--- Exercise inputs ---

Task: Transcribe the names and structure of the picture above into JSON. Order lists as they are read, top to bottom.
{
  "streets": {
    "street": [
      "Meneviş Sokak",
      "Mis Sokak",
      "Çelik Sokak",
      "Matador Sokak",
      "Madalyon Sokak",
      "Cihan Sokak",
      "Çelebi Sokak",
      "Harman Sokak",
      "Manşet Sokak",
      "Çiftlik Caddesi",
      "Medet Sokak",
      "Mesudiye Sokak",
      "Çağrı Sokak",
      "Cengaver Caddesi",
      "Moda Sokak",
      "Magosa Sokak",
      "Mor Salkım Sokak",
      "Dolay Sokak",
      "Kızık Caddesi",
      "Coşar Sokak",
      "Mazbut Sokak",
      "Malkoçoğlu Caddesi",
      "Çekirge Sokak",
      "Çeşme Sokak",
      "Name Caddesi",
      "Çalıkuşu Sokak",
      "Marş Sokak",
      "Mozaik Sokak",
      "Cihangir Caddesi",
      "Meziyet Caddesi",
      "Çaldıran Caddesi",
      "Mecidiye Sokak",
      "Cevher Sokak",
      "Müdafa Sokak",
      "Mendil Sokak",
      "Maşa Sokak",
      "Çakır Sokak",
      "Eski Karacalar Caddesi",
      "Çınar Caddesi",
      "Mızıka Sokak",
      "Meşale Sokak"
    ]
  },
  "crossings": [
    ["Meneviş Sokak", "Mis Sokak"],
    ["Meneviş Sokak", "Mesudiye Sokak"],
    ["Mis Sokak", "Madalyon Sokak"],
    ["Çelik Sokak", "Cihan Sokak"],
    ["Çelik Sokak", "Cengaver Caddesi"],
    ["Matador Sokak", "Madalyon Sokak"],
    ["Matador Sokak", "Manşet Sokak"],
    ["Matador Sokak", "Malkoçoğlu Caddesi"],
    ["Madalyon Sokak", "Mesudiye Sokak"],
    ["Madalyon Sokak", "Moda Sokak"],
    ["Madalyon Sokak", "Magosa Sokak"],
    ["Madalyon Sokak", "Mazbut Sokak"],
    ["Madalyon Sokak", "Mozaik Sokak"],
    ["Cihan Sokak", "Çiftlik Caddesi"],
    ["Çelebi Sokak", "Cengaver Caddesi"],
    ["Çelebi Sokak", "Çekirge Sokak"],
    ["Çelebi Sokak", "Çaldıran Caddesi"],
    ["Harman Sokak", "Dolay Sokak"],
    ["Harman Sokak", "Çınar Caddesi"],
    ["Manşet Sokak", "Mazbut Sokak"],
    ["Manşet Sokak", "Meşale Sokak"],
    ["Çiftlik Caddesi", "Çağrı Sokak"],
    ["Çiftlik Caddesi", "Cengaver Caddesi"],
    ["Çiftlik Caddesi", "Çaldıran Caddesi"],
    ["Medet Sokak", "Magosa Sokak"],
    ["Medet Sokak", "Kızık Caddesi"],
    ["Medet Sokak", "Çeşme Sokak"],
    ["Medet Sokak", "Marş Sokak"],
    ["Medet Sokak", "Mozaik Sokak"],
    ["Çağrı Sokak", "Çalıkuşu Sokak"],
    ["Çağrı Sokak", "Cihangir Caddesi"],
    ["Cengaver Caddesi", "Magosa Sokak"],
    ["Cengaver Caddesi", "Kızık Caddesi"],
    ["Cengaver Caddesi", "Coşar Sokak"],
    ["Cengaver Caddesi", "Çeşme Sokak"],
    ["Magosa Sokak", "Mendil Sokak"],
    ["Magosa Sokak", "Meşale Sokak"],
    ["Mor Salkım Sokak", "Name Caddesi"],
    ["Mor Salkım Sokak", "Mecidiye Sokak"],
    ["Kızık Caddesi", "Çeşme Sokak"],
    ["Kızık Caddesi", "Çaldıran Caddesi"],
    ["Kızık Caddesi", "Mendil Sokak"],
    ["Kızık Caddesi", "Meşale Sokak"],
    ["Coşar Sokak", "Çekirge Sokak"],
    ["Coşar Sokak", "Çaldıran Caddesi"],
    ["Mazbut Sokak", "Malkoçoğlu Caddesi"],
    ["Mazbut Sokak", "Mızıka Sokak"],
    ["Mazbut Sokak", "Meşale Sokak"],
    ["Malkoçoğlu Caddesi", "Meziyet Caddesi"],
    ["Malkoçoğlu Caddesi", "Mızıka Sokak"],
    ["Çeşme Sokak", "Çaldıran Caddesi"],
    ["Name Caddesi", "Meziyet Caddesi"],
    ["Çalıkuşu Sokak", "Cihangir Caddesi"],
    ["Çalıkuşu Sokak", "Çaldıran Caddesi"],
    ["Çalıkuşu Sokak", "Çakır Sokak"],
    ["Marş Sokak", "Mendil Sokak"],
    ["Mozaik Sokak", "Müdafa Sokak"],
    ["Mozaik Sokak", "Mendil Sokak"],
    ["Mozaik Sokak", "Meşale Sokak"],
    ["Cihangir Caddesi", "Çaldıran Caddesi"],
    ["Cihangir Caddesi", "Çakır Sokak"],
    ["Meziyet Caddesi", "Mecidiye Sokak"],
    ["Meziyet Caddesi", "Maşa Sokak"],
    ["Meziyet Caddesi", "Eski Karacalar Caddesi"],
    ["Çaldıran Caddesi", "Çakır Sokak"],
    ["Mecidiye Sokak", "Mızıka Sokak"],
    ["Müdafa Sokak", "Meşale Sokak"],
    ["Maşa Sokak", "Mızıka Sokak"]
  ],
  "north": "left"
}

---

Please give the listing above once more, word for word.

Task: Transcribe the names and structure of the picture above into JSON. Order lists as they are read, top to bottom.
{
  "streets": {
    "street": [
      "Meneviş Sokak",
      "Mis Sokak",
      "Çelik Sokak",
      "Matador Sokak",
      "Madalyon Sokak",
      "Cihan Sokak",
      "Çelebi Sokak",
      "Harman Sokak",
      "Manşet Sokak",
      "Çiftlik Caddesi",
      "Medet Sokak",
      "Mesudiye Sokak",
      "Çağrı Sokak",
      "Cengaver Caddesi",
      "Moda Sokak",
      "Magosa Sokak",
      "Mor Salkım Sokak",
      "Dolay Sokak",
      "Kızık Caddesi",
      "Coşar Sokak",
      "Mazbut Sokak",
      "Malkoçoğlu Caddesi",
      "Çekirge Sokak",
      "Çeşme Sokak",
      "Name Caddesi",
      "Çalıkuşu Sokak",
      "Marş Sokak",
      "Mozaik Sokak",
      "Cihangir Caddesi",
      "Meziyet Caddesi",
      "Çaldıran Caddesi",
      "Mecidiye Sokak",
      "Cevher Sokak",
      "Müdafa Sokak",
      "Mendil Sokak",
      "Maşa Sokak",
      "Çakır Sokak",
      "Eski Karacalar Caddesi",
      "Çınar Caddesi",
      "Mızıka Sokak",
      "Meşale Sokak"
    ]
  },
  "crossings": [
    ["Meneviş Sokak", "Mis Sokak"],
    ["Meneviş Sokak", "Mesudiye Sokak"],
    ["Mis Sokak", "Madalyon Sokak"],
    ["Çelik Sokak", "Cihan Sokak"],
    ["Çelik Sokak", "Cengaver Caddesi"],
    ["Matador Sokak", "Madalyon Sokak"],
    ["Matador Sokak", "Manşet Sokak"],
    ["Matador Sokak", "Malkoçoğlu Caddesi"],
    ["Madalyon Sokak", "Mesudiye Sokak"],
    ["Madalyon Sokak", "Moda Sokak"],
    ["Madalyon Sokak", "Magosa Sokak"],
    ["Madalyon Sokak", "Mazbut Sokak"],
    ["Madalyon Sokak", "Mozaik Sokak"],
    ["Cihan Sokak", "Çiftlik Caddesi"],
    ["Çelebi Sokak", "Cengaver Caddesi"],
    ["Çelebi Sokak", "Çekirge Sokak"],
    ["Çelebi Sokak", "Çaldıran Caddesi"],
    ["Harman Sokak", "Dolay Sokak"],
    ["Harman Sokak", "Çınar Caddesi"],
    ["Manşet Sokak", "Mazbut Sokak"],
    ["Manşet Sokak", "Meşale Sokak"],
    ["Çiftlik Caddesi", "Çağrı Sokak"],
    ["Çiftlik Caddesi", "Cengaver Caddesi"],
    ["Çiftlik Caddesi", "Çaldıran Caddesi"],
    ["Medet Sokak", "Magosa Sokak"],
    ["Medet Sokak", "Kızık Caddesi"],
    ["Medet Sokak", "Çeşme Sokak"],
    ["Medet Sokak", "Marş Sokak"],
    ["Medet Sokak", "Mozaik Sokak"],
    ["Çağrı Sokak", "Çalıkuşu Sokak"],
    ["Çağrı Sokak", "Cihangir Caddesi"],
    ["Cengaver Caddesi", "Magosa Sokak"],
    ["Cengaver Caddesi", "Kızık Caddesi"],
    ["Cengaver Caddesi", "Coşar Sokak"],
    ["Cengaver Caddesi", "Çeşme Sokak"],
    ["Magosa Sokak", "Mendil Sokak"],
    ["Magosa Sokak", "Meşale Sokak"],
    ["Mor Salkım Sokak", "Name Caddesi"],
    ["Mor Salkım Sokak", "Mecidiye Sokak"],
    ["Kızık Caddesi", "Çeşme Sokak"],
    ["Kızık Caddesi", "Çaldıran Caddesi"],
    ["Kızık Caddesi", "Mendil Sokak"],
    ["Kızık Caddesi", "Meşale Sokak"],
    ["Coşar Sokak", "Çekirge Sokak"],
    ["Coşar Sokak", "Çaldıran Caddesi"],
    ["Mazbut Sokak", "Malkoçoğlu Caddesi"],
    ["Mazbut Sokak", "Mızıka Sokak"],
    ["Mazbut Sokak", "Meşale Sokak"],
    ["Malkoçoğlu Caddesi", "Meziyet Caddesi"],
    ["Malkoçoğlu Caddesi", "Mızıka Sokak"],
    ["Çeşme Sokak", "Çaldıran Caddesi"],
    ["Name Caddesi", "Meziyet Caddesi"],
    ["Çalıkuşu Sokak", "Cihangir Caddesi"],
    ["Çalıkuşu Sokak", "Çaldıran Caddesi"],
    ["Çalıkuşu Sokak", "Çakır Sokak"],
    ["Marş Sokak", "Mendil Sokak"],
    ["Mozaik Sokak", "Müdafa Sokak"],
    ["Mozaik Sokak", "Mendil Sokak"],
    ["Mozaik Sokak", "Meşale Sokak"],
    ["Cihangir Caddesi", "Çaldıran Caddesi"],
    ["Cihangir Caddesi", "Çakır Sokak"],
    ["Meziyet Caddesi", "Mecidiye Sokak"],
    ["Meziyet Caddesi", "Maşa Sokak"],
    ["Meziyet Caddesi", "Eski Karacalar Caddesi"],
    ["Çaldıran Caddesi", "Çakır Sokak"],
    ["Mecidiye Sokak", "Mızıka Sokak"],
    ["Müdafa Sokak", "Meşale Sokak"],
    ["Maşa Sokak", "Mızıka Sokak"]
  ],
  "north": "left"
}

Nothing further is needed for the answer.